Over the three-month period, Airtel’s stock price has rallied from Rs 432 to Rs 540, while Vodafone Idea has risen from Rs 9.2 to Rs 11.8 per share.
In what might be the beginning of a new cycle in the hotly contested telecom sector, Bharti Airtel and Vodafone Idea have outperformed Reliance Industries on the bourses since October 1, after underperforming the latter for most of calendar year 2020.
In fact, Vodafone Idea has been the top performer over the past three months, while RIL has seen a decline in its stock price, albeit from its all-time high seen in September 2020.
Vodafone’s stock price has risen about 28 per cent over the period, while Bharti Airtel’s has increased 25 per cent. In contrast, RIL’s stock price has fallen 13 per cent, ending at Rs 1,934 a piece on January 8, as against Rs 2,225 on October 1, 2020.
Over the three-month period, Airtel’s stock price has rallied from Rs 432 to Rs 540, while Vodafone Idea has risen from Rs 9.2 to Rs 11.8 per share. (See adjoining chart)
The two telcos have, however, lagged behind over a five-year period. RIL’s stock price has risen around fivefold since the soft launch of Jio in December 2015. Though Jio still accounts for a minor portion of RIL’s consolidated revenues and profits, the rally in its share price in the last five years has been driven by a rapid scaling up of the company’s mobile and digital platform.
In comparison, Vodafone Idea’s share price has fallen about 90 per cent over that period and Airtel’s share price has risen around 50 per cent.
Analysts now expect the performance gap between the three mobile operators to narrow as the market share of incumbents has begun to stabilise and Jio is not growing at their expense anymore.
According to recent monthly data from The Telecom Regulatory Authority of India (Trai) on subscribers and MNP (mobile number portability), Airtel now leads in net subscriber addition.
“Jio’s active subscribers rose by only 0.7 million to 319 million in September, against 7.8 million additions during Q2FY21. Its subscriber addition has been much lower than its historic average after the tariff hike in November 2019, when it started charging outgoing voice calls,” wrote Sanjesh Jain and Sameer Pardikar of ICICI Securities in a report on the sector.

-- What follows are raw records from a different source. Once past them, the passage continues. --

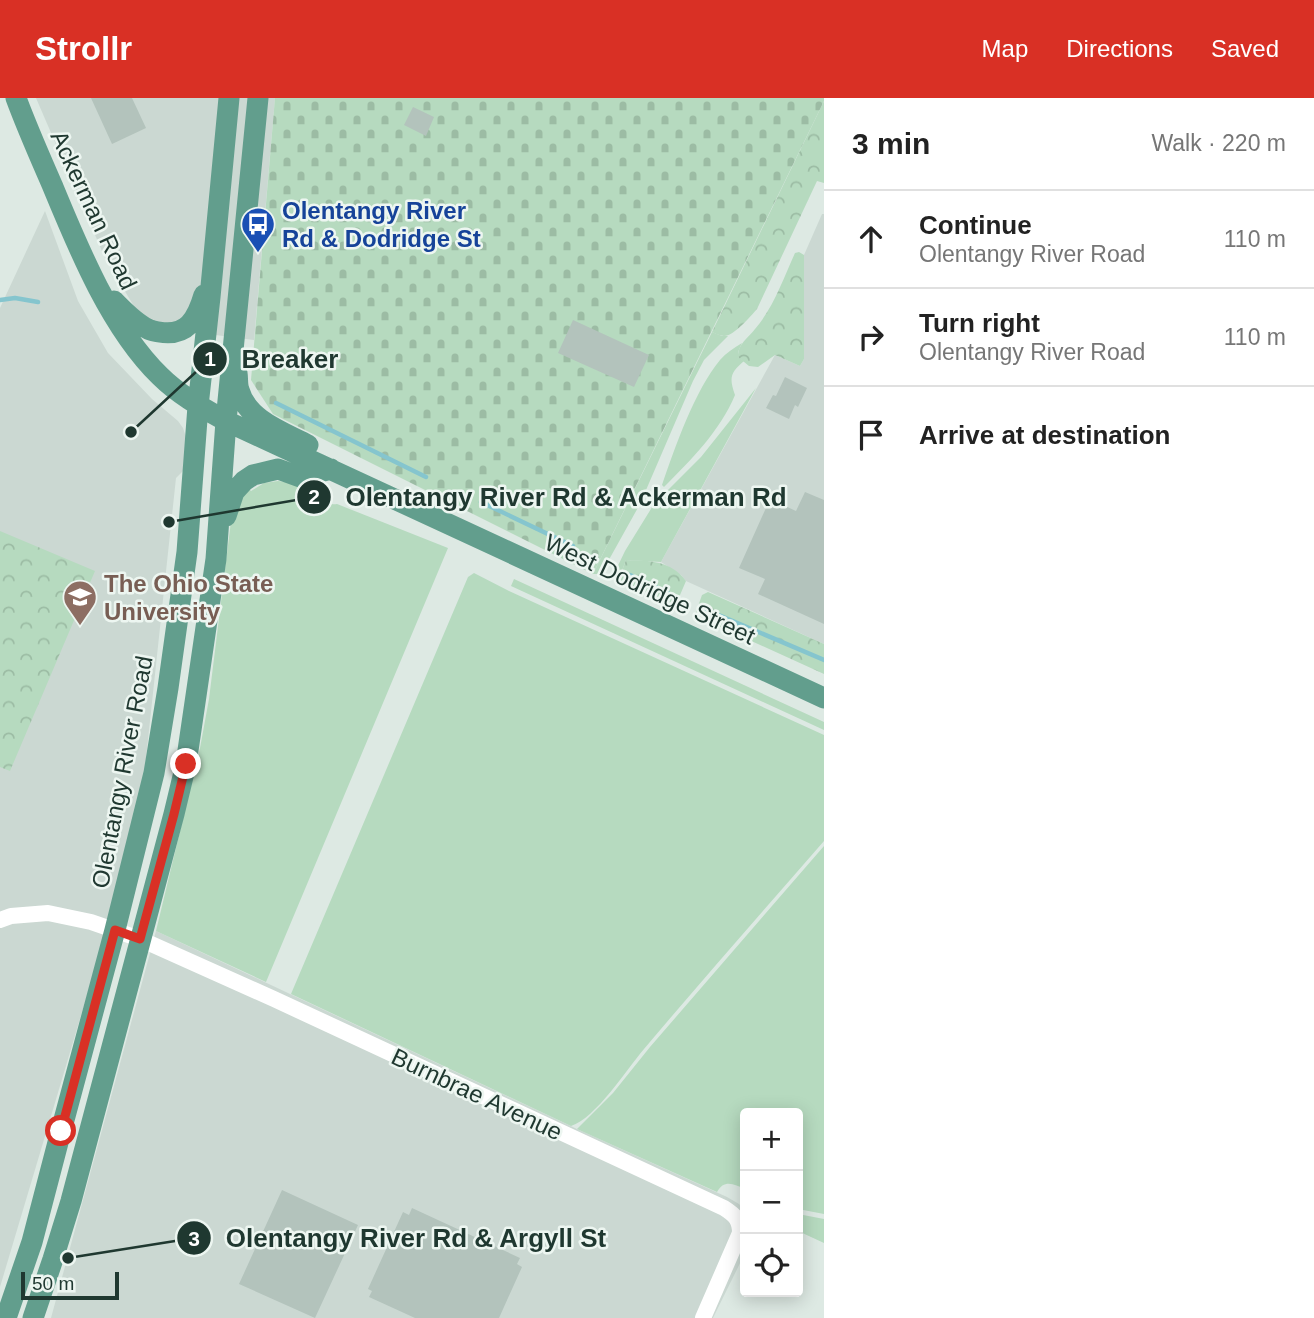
<!DOCTYPE html>
<html lang="en">
<head>
<meta charset="utf-8">
<style>
	:root { --surface:#fff; --page:#f2f2f2; --text:#222; --muted:#767676; --line:#e0e0e0; --accent:#d93025 }
	body { margin:0; font-family:Helvetica,sans-serif; background:var(--page); color:var(--text) }
	.controls { position:absolute; right:21px; bottom:21px; display:grid; overflow:hidden; border-radius:7px; box-shadow:0 4px 18px #0003 }
	.controls button { width:63px; height:63px; display:grid; place-items:center; padding:0; border:0; border-bottom:2px solid var(--line); background:var(--surface); color:var(--text); font:35px sans-serif }
	.scale { position:absolute; left:21px; bottom:18px; width:98px; box-sizing:border-box; padding-left:7px; border:4px solid #1f3830; border-top:0; font-size:19px; line-height:24px; white-space:nowrap; color:#1f3830; -webkit-text-stroke:5px #edf6f1; paint-order:stroke }
	.stop { position:absolute; width:21px; height:21px; margin:-16px; border:5px solid #d93025; border-radius:50%; background:#fff }
	.stop.end { background:#d93025; border-color:#fff; box-shadow:0 2px 7px #0008 }
	.list { margin:0; padding:0; list-style:none }
	h2 { display:flex; justify-content:space-between; align-items:center; height:91px; margin:0; padding:0 28px; font-size:30px }
	h2 small { font-size:23px; font-weight:400; color:var(--muted) }
	.list li { display:grid; grid-template-columns:46px 1fr auto; gap:21px; align-items:center; box-sizing:border-box; height:98px; padding:0 28px; border-top:2px solid var(--line) }
	.list b { display:block; font-size:26px; white-space:nowrap }
	.list p { margin:0; font-size:23px; white-space:nowrap; color:var(--muted) }
	.list em { font-size:23px; font-style:normal; color:var(--muted) }
	.icon { flex:none; width:38px; height:38px; fill:none; stroke:currentColor; stroke-width:2; stroke-linecap:round; stroke-linejoin:round }
	.map { position:relative; flex:none; width:824px; height:1220px; overflow:hidden }
	header { display:flex; align-items:center; gap:42px; box-sizing:border-box; height:98px; padding:0 35px; background:var(--accent); color:#fff }
	header strong { font-size:33px }
	nav { display:flex; gap:38px; margin-inline-start:auto; font-size:24px }
	main { display:flex }
	aside { flex:1; background:var(--surface) }
	.map>svg:first-child { display:block }
	.built { fill:#cbd8d2 }
	.grass { fill:#b6dabf }
	.forest { fill:url(#forest-crowns) }
	.cemetery { fill:url(#cemetery-stones) }
	.lines { fill:none; stroke-linecap:round; stroke-linejoin:round }
	.stream { stroke:#85c5ce; stroke-width:4.5 }
	.building { fill:#b3c3bc }
	.minor { stroke:#fff; stroke-width:16 }
	.major { stroke:#629e8d; stroke-width:21 }
	.route { stroke:#d93025; stroke-width:9 }
	.labels { text-anchor:middle; dominant-baseline:central; stroke-width:5; stroke-linejoin:round; paint-order:stroke }
	.street-label { font-size:24px; fill:#1f3830; stroke:#edf6f1 }
	.transit-label { font-size:24px; font-weight:bold; fill:#164399; stroke:#edf6f1; text-anchor:start }
	.education-label { font-size:24px; font-weight:bold; fill:#785e54; stroke:#edf6f1; text-anchor:start }
	.leader { fill:none; stroke:#1f3830; stroke-width:2.5 }
	.callout-dot { fill:#1f3830; stroke:#edf6f1; stroke-width:2.5 }
	.mark-label { font-size:21px; text-anchor:middle; font-weight:bold; fill:#fff }
	.callout-label { font-size:26px; text-anchor:middle; font-weight:bold; fill:#1f3830; stroke:#edf6f1; stroke-width:5; stroke-linejoin:round; paint-order:stroke }
</style>
</head>
<body>
<header>
<strong>Strollr</strong>
<nav><a>Map</a><a>Directions</a><a>Saved</a></nav>
</header>
<main>
<div class="map">
<svg width="824" height="1220" viewBox="0 0 824 1220">
	<defs>
		<pattern id="forest-crowns" width="20" height="18" patternUnits="userSpaceOnUse" patternTransform="scale(1.75)"><rect width="20" height="18" fill="#b6dabf"/><path d="M2 6a3 3 0 1 1 6 0M12 15a3 3 0 1 1 6 0" fill="none" stroke="#9cbca4"/></pattern>
		<pattern id="cemetery-stones" width="16" height="16" patternUnits="userSpaceOnUse" patternTransform="scale(1.75)"><rect width="16" height="16" fill="#b6dabf"/><path d="M2 7V4a2 2 0 0 1 4 0v3zM10 15v-3a2 2 0 0 1 4 0v3z" fill="#9cbca4"/></pattern>
	</defs>
	<rect width="100%" height="100%" fill="#dde9e3"/>
	<!-- built -->
	<path class="built" d="M 36,0 L 275,0 L 254,242 L 169,231 L 151,225 L 135,210 L 105,160 Z
		M 45,113 L 78,203 L 108,255 L 152,301 L 178,323 L 183,330 L 186,339 L 183,373 L 176,380 L 144,679 L 108,827 L 0,1189 L 0,210 Z
		M 822,116 L 824,116 L 824,546 L 686,483 L 681,477 L 661,464 L 775,257 L 800,268 L 804,261 L 804,157 Z
		M 156,833 L 577,1031 L 727,1099 L 739,1106 L 745,1114 L 745,1155 L 713,1220 L 51,1220 Z"/>
	<!-- grass -->
	<path class="grass" d="M 712,234 L 722,238 L 728,238 L 704,262 L 693,283 L 640,406 L 601,476 L 593,476 Z
		M 742,245 L 738,254 L 738,259 L 744,263 C 730,275 729,280 735,297 C 720,333 691,362 664,389 L 662,387 C 675,349 695,292 720,262 C 726,255 734,250 742,245 Z
		M 756,290 L 661,464 L 626,462 L 620,478 L 626,485 L 613,478 L 625,453 L 654,406 L 701,359 Z
		M 278,383 C 294,384 310,394 325,401 C 328,406 332,407 337,406 L 448,450 L 266,884 L 156,833 L 200,650 L 209,601 L 232,415 L 247,389 L 251,393 L 264,385 Z
		M 474,475 L 509,493 L 824,637 L 824,743 C 764,812 703,881 644,951 C 627,971 596,1020 571,1028 L 291,896 L 468,479 Z
		M 514,481 L 824,624 L 824,632 L 511,488 Z
		M 824,748 L 824,1116 L 798,1111 L 798,1015 L 745,1015 L 745,1091 C 734,1086 724,1081 717,1094 L 577,1031 L 613,995 L 650,949 Z
		M 798,1116 L 824,1121 L 824,1145 L 798,1133 Z"/>
	<!-- forest -->
	<path class="forest" d="M 824,3 L 824,85 L 817,83 L 757,211 C 750,219 734,238 724,238 C 721,238 714,235 712,234 Z
		M 799,154 L 804,157 L 804,261 L 800,268 L 775,257 L 758,269 L 749,268 L 738,259 C 737,247 748,240 755,231 C 774,209 783,181 795,155 Z
		M 0,433 L 95,473 L 10,673 L 0,669 Z
		M 626,462 C 650,463 670,462 686,483 L 677,504 L 672,505 L 626,485 L 620,478 Z
		M 708,494 L 824,546 L 824,576 L 716,527 L 696,514 L 702,497 Z"/>
	<!-- cemetery -->
	<path class="cemetery" d="M 275,0 L 824,0 L 824,3 L 593,476 L 273,316 L 251,282 Z"/>
	<g class="lines">
		<!-- stream -->
		<path class="stream" d="M 0,202 L 15,200 L 38,204
			M 276,305 L 426,379
			M 481,404 L 573,448
			M 630,477 L 668,495
			M 707,512 L 824,562"/>
	</g>
	<!-- building -->
	<path class="building" d="M 91,0 L 132,0 L 146,30 L 112,46 Z
		M 413,9 L 434,19 L 426,38 L 404,27 Z
		M 573,222 L 649,257 L 634,289 L 558,255 Z
		M 785,279 L 807,290 L 798,309 L 795,307 L 789,321 L 766,310 L 773,297 L 776,298 Z
		M 805,394 L 824,402 L 824,526 L 758,496 L 765,481 L 739,470 L 770,401 L 796,413 Z
		M 282,1092 L 358,1127 L 315,1220 L 239,1186 Z
		M 412,1110 L 520,1160 L 517,1166 L 522,1169 L 499,1220 L 415,1220 L 369,1199 L 372,1193 L 368,1191 L 403,1114 L 409,1117 Z"/>
	<g class="lines">
		<!-- minor -->
		<path class="minor" d="M 0,822 L 11,818 L 48,815 L 91,824 L 140,841 L 274,901 L 724,1110 C 735,1117 740,1122 740,1135 L 703,1220"/>
		<!-- major -->
		<path class="major" d="M 16,0 C 27,30 40,59 53,89 C 79,152 111,230 160,278 C 179,297 203,310 226,323 L 824,600
			M 114,203 C 124,213 135,225 148,231 C 149,232 157,234 159,234 C 187,239 197,221 204,197
			M 237,275 C 238,281 237,287 239,292 C 247,322 283,334 308,347
			M 226,418 L 234,394 L 244,383 L 253,377 L 278,371 L 300,379 L 331,371
			M 6,1220 L 32,1144 L 61,1033 L 115,832 L 154,675 L 168,590 L 187,454 L 198,308 L 210,199 L 229,0
			M 33,1220 L 53,1161 L 71,1103 L 174,716 L 186,666 L 216,461 L 226,323 L 258,0"/>
	</g>
	<g class="lines">
		<!-- route -->
		<path class="route" d="M 61,1033 L 115,832 L 140,841 L 174,716 L 186,666"/>
	</g>
	<!-- icons -->
	<defs>
		<g id="bus-pin" transform="scale(1.75)"><path d="M0 17L-7.5 6A9.5 9.5 0 1 1 7.5 6Z" fill="#1a4fb4" stroke="#edf6f1"/><path d="M-5-6H5V4H4V6H2V4H-2V6H-4V4H-5ZM-3.5-4V0h7V-4ZM-3.5 1.2v1.5H-2V1.2ZM2 1.2v1.5H3.5V1.2Z" fill="#fff"/></g>
		<g id="university-pin" transform="scale(1.75)"><path d="M0 17L-7.5 6A9.5 9.5 0 1 1 7.5 6Z" fill="#8d6e63" stroke="#edf6f1"/><path d="M0-5L7-2L0 1L-7-2ZM-4 1L0 2.5L4 1V4Q0 6-4 4Z" fill="#fff"/></g>
	</defs>
	<g fill-rule="evenodd">
		<use href="#bus-pin" x="258" y="126"/>
		<use href="#university-pin" x="80" y="499"/>
	</g>
	<g class="labels">
		<!-- street labels -->
		<g class="street-label">
			<text transform="translate(94 112) rotate(65)">Ackerman Road</text>
			<text transform="translate(650 491) rotate(25)">West Dodridge Street</text>
			<text transform="translate(122 674) rotate(-79)">Olentangy River Road</text>
			<text transform="translate(477 996) rotate(25)">Burnbrae Avenue</text>
		</g>
		<!-- transit labels -->
		<g class="transit-label">
			<text x="282" y="112">Olentangy River<tspan x="282" dy="28">Rd &amp; Dodridge St</tspan></text>
		</g>
		<!-- education labels -->
		<g class="education-label">
			<text x="104" y="485">The Ohio State<tspan x="104" dy="28">University</tspan></text>
		</g>
	</g>
	<!-- callouts -->
	<path class="leader" d="M131 334L210 261M169 424L314 399M68 1160L194 1140"/>
	<g class="callout-dot">
		<circle cx="131" cy="334" r="7"/>
		<circle cx="169" cy="424" r="7"/>
		<circle cx="68" cy="1160" r="7"/>
		<circle cx="210" cy="261" r="18"/>
		<circle cx="314" cy="399" r="18"/>
		<circle cx="194" cy="1140" r="18"/>
	</g>
	<g class="mark-label">
		<text x="210" y="268">1</text>
		<text x="314" y="406">2</text>
		<text x="194" y="1148">3</text>
	</g>
	<g class="callout-label">
		<text x="290" y="270">Breaker</text>
		<text x="566" y="408">Olentangy River Rd &amp; Ackerman Rd</text>
		<text x="416" y="1149">Olentangy River Rd &amp; Argyll St</text>
	</g>
</svg>
<div class="controls">
<button>+</button>
<button>−</button>
<button><svg class="icon" aria-label="locate" viewBox="0 0 24 24"><circle cx="12" cy="12" r="6"/><path d="M12 2v4M12 18v4M2 12h4M18 12h4"/></svg></button>
</div>
<div class="scale">50 m</div>
<div class="stop" style="left:61px;top:1033px"></div>
<div class="stop end" style="left:186px;top:666px"></div>
</div>
<aside>
<h2>3 min<small>Walk · 220 m</small></h2>
<ul class="list">
<li><svg class="icon" aria-label="ahead" viewBox="0 0 24 24"><path d="M12 20V5M6 11l6-6 6 6"/></svg><div><b>Continue</b><p>Olentangy River Road</p></div><em>110 m</em></li>
<li><svg class="icon" aria-label="right" viewBox="0 0 24 24"><path d="M7 20v-9h11M14 6l5 5-5 5"/></svg><div><b>Turn right</b><p>Olentangy River Road</p></div><em>110 m</em></li>
<li><svg class="icon" aria-label="arrive" viewBox="0 0 24 24"><path d="M6 21V4h12l-3 4 3 4H6"/></svg><div><b>Arrive at destination</b></div></li>
</ul>
</aside>
</main>
</body>
</html>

Though this has helped Airtel gain share in the mobile broadband market, Jio remains the leader in terms of total and active mobile broadband subscribers.
Analysts expect Airtel to be the biggest gainer of a historically high MNP churn rate in the industry. According to ICICI Securities, MNP churn rate has increased to around 0.8 per cent of active services, against 0.5 per cent in the pre-Covid period.
“Bharti is our top pick in the telecom sector, as it remains well-placed to benefit from improved industry structure, likely expansion in share of wallet and falling spectrum and equipment capex intensity,” said GV Giri and Balaji Subramanian of IIFL Securities in a recent report.
Vodafone’s share price rebound has been the most surprising, almost doubling in last 12 months, against 20 per cent and 30 per cent increase in the share prices of Bharti Airtel and RIL, respectively.
It appears that investors are betting on Vodafone surviving the price war and that its finances and market share could stabilise in 2021. “For Vodafone Idea, it could be decisive year with big events such as fund-raising, translation of tariff hikes, and reducing cash losses,” say analysts at ICICI Securities.